One point about char is that a pointer to a character type (character types are char, unsigned char, signed char - see 6.2.5.15) may alias non-char objects in a standard-compliant fashion (see 6.3.2.3.7). But uint8_t and int8_t may not necessarily be suitable replacements, because they are defined to be integer types (see B.19 - character types are a subset of integer types), and in any event may not even exist (7.20.1.1.3).
B.19 - actually I think 7.20.1 is a better demonstration that these are integer types (and not, since it's never mentioned, character types) - http://port70.net/~nsz/c/c11/n1570.html#7.20.1
The GCC developers talked about making uint8_t something other than unsigned char and figured they would probably get lynched if they did that (because uint8_t aliasing rules would be different). While the standard agrees with you, practice is somewhat different.
I think it isn't clear what the standard means here. If uint8_t exists it must be a typedef to unsigned char (edit: unless to3m is right that there could be a distinct 8-bit implementation-defined integer type, which I didn't think was allowed but maybe it is), so the question is if a typedef to a character type is a character type. My reading is that it isn't, but I've heard enough good C programmers assume that it is that either I am wrong or hopefully compilers will always allow uint8_t to work in this case. It certainly makes more sense to use uint8_t than unsigned char for that usage, but ideally maybe there would be a standard byte_alias_t or such.
http://port70.net/~nsz/c/c11/n1570.html#6.2.5p4 leaves open the option for extended signed integer types, and the following paragraph provides for an unsigned integer type for each signed type, extended signed types included.
So it would be perfectly possible, if not actually very reasonable - not that this is stopping anybody at the moment - for an implementation to provide __int8, a signed 8-bit integer type that fulfils all the requirements of uint8_t, but is not a character type, and use that as uint8_t. Then, conceivably, it could fail to support the use of uint8_t pointers to alias other objects, something supported by the more usual situation of using unsigned char for uint8_t.
I'm not sure that anybody would do this, but they could. I'm rather surprised gcc doesn't do it, come to think of it, just to teach its users a lesson. Maybe I should file a bug report?
Thanks, good to know the full situation. I'll try to remember not to use uint8_t that way in the future, just in case.
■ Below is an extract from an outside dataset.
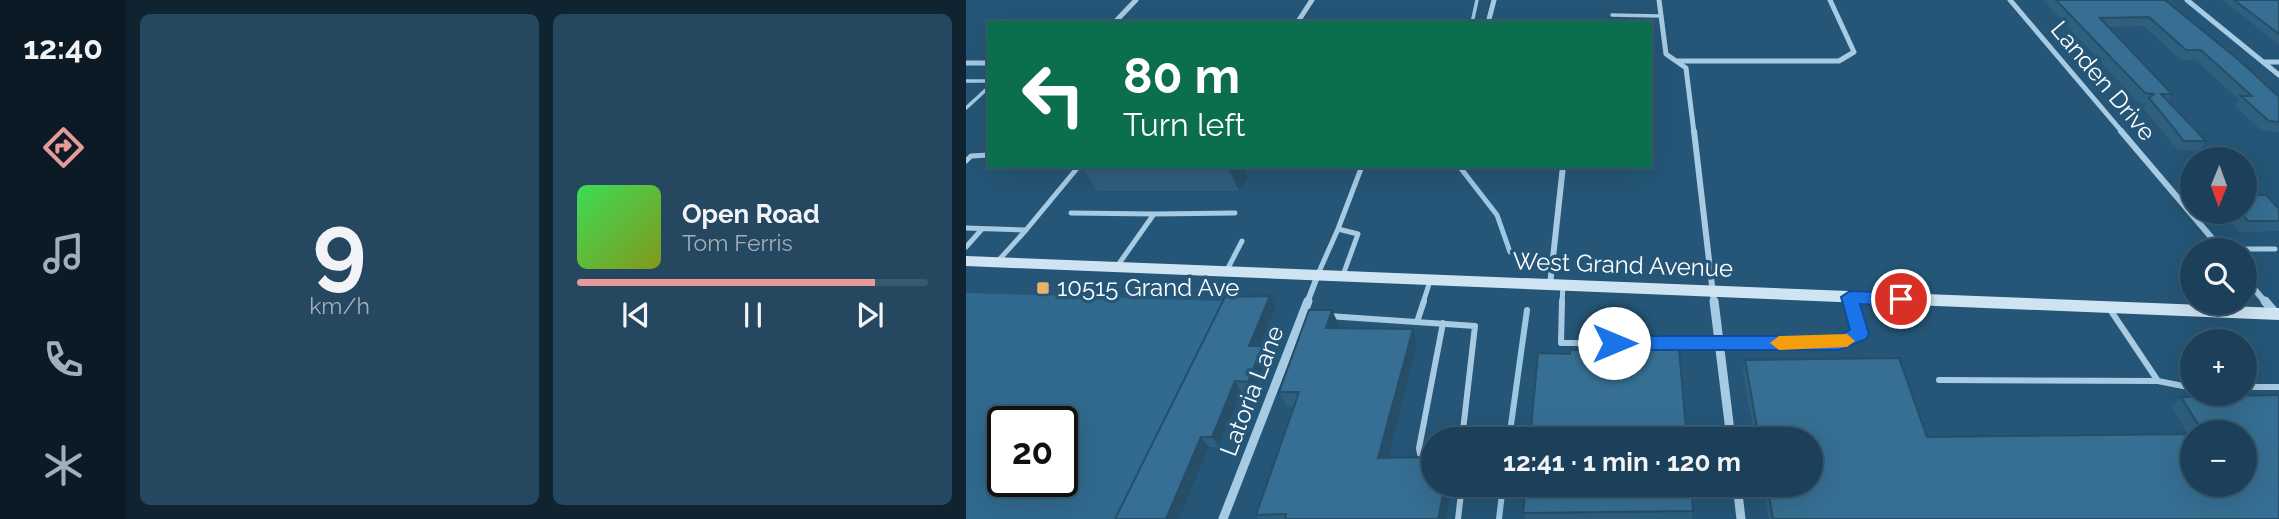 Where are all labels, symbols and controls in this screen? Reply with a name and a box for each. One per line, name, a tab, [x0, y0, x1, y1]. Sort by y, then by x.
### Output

I looked briefly previously and somehow got the sense that extended types could only be larger than standard types, but this time I found that 6.3.1.1 explicitly mentions same width extended types.
Personally, I've been happy with GCC's decisions on such issues.
But it doesn't have to be - the 8-bit integer types could map to 8-bit implementation-defined integer types instead. Such types would not necessarily to have the same aliasing behaviour as their equivalently sized and equivalently signed character types.
Typedef doesn't create a new type, it merely creates a new name for a type. I don't know what you mean by implementation defined integer type. If the implementation is conforming, then any integer type that isn't a basic C integer type, is really just a typedef for one of the basic C integer types ( char, short int, int, long, ... ).
In C, with CHAR_BIT defined as 8, unsigned char is the only type that satisfies the requirements of uint8_t.
( It is also possible that it is defined as char, if implementation defines char to have the same range, representation, and behavior as unsigned char. In this case, char effectively becomes unsigned char, but is still a distinct type. The types are compatible (can alias).)
Now why is unsigned char the only possibility. Type uint8_t is defined to have two'2 complement, have exactly 8 bits, no padding, and be unsigned. So we need an unsigned integer type. The unsigned type that follows unsigned char in rank is unsigned short char. But this type is defined to have ranges at least from 0 to 65535. Since CHAR_BIT is 8, unsigned short int cannot be used, because it has to have more than 8 bits. As there is no type in rank before unsigned char, it remains the only possibility.
No. C allows the implementation(A C compiler) to create an internal integer type that is none of the standard integer types and alias that to (u)intX_t , using an implementation defined mechanism other than typedef.
Or it could use a typedef .e.g typedef __special_u8 uint8_t; where the particular compiler internally knows about __special_u8 and treats it differently from unsigned char.